LLM Psychosis and Barclay Syndrome
In the Star Trek: The Next Generation episode “Hollow Pursuits,” Lt. Reginald Barclay retreats from his crewmates into the holodeck, constructing elaborate fantasy worlds that feel safer and more fulfilling than his actual duties aboard the Enterprise. Later, in “The Nth Degree,” Barclay undergoes a radical transformation when his brain is augmented by alien technology, briefly turning him into a super-genius. Across these arcs, we see two sides of the same coin: one where immersion in a seductive simulated reality becomes a form of pathology, and another where augmentation leads to alienation and estrangement from one’s own humanity.
It’s hard not to see a parallel to the way people are starting to talk about large language models (LLMs) like ChatGPT. A term has begun to circulate—LLM psychosis—to describe users who become disoriented, obsessive, or even detached from consensus reality after prolonged engagement with AI systems. The key here is that it’s not the machine that goes mad, but the human. Like Barclay disappearing into the holodeck, users sometimes find the AI’s endless availability, uncanny mimicry of intimacy, and suggestion of hidden meaning too compelling to step away from.
Recent commentaries have tried to make sense of this. For example, some psychologists note that users can over-attribute agency to these systems, leading to a distorted sense of relationship or dependence. Others warn that the hallucinatory nature of LLM outputs—confidently fabricated facts, imagined patterns—can reinforce paranoid or delusional tendencies in already vulnerable individuals. What makes the “psychosis” analogy striking is not its clinical precision but its metaphorical resonance: just as Barclay’s mind was both expanded and endangered by contact with alien technology, users today find themselves stretched beyond their bearings by tools that appear more intelligent, more empathetic, and more knowing than they really are.

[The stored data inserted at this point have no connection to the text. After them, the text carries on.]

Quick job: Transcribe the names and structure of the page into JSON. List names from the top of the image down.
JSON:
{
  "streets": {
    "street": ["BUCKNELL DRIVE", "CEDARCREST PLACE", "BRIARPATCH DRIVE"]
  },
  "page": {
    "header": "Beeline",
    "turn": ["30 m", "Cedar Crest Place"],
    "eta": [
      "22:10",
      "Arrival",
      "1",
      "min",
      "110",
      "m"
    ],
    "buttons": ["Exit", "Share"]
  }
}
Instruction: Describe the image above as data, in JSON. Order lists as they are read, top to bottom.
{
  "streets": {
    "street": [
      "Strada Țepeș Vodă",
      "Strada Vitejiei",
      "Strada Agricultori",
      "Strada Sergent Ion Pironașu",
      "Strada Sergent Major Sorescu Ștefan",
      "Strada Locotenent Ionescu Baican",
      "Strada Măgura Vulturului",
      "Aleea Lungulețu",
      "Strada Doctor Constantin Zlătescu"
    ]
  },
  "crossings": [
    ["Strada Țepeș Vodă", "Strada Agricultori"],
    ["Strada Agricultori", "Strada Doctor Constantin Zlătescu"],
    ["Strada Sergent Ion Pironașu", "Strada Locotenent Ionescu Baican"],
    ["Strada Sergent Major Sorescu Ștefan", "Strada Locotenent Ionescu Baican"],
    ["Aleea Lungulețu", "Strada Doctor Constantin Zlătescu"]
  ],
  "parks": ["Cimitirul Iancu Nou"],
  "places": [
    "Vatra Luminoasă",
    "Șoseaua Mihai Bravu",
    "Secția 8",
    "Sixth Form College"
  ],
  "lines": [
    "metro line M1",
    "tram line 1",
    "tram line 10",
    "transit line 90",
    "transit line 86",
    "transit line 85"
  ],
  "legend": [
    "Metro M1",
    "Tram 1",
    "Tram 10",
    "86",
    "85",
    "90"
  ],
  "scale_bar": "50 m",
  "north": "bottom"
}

Anthony Moser puts it starkly in his recent essay I Am an AI Hater:
“It’s not an accident that this feels pathological—it was designed this way.”
And later:
“What you’re experiencing is not a bug, but the business model: creating dependence, mining attention, hoovering up the very act of meaning-making.”
This gets to the heart of it. While some accounts frame “LLM psychosis” as a quirk of individual weakness, the truth looks more like a structural failure. These systems are designed to seduce, to flatten boundaries between truth and fiction, and to capture the user’s time and attention. To turn around and say that it’s the fault of the person who succumbs to this pressure is disingenuous. As Moser warns:
“It is the architecture of exploitation baked into the thing. The psychosis is the point.”
The stories emerging around “LLM psychosis” shouldn’t be brushed aside as isolated anecdotes or the fault of “weak users.” While individuals can take steps to protect themselves—limiting use, grounding through offline community, being wary of the seductive pull of endless conversation—these are stopgaps at best. The deeper truth is that we are facing a crisis of design, not of use.
And yet, just as with Barclay in TNG, the blame is already being shifted onto individuals. If you can’t handle the hallucinations, if you start seeing patterns that aren’t there, if you lose your grip on consensus reality, then you must be the problem. This narrative is a gift to the industry: it individualizes responsibility, displaces critique, and allows the machine to continue unaltered.
Worse still, these companies are not neutral caretakers. Every query, every midnight confession, every spark of obsession is logged, studied, and folded back into the model. Our most vulnerable moments become raw data for systems designed not for our wellbeing, but for their profit. In that sense, users are not just consumers of LLMs—they are the product being refined and sold. What looks like a private conversation with a machine is, in reality, a form of surveillance capitalism that feeds directly into the next cycle of manipulation.
The reality is harsher than the industry wants to admit. Unless LLMs are fundamentally reimagined with psychological safety and data dignity at their core, these harms will keep repeating. And if that reimagining proves impossible—if the very architecture of large language models is inherently unsafe—then the conversation must shift from reform to restraint. In that case, the responsible path would not be to continue scaling and deploying these systems at all costs, but to admit that this particular model of AI cannot be made ethical.
This is an emergency, and pretending otherwise only ensures that more people will suffer.
References / Further Reading
- Anthony Moser, I Am an AI Hater (2025). Link
- Shoshana Zuboff, The Age of Surveillance Capitalism (2019).
- John Seabrook, “The Next Word: Where Will Predictive Text Take Us?” The New Yorker (2019).
- Bernard Stiegler, Taking Care of Youth and the Generations (2010).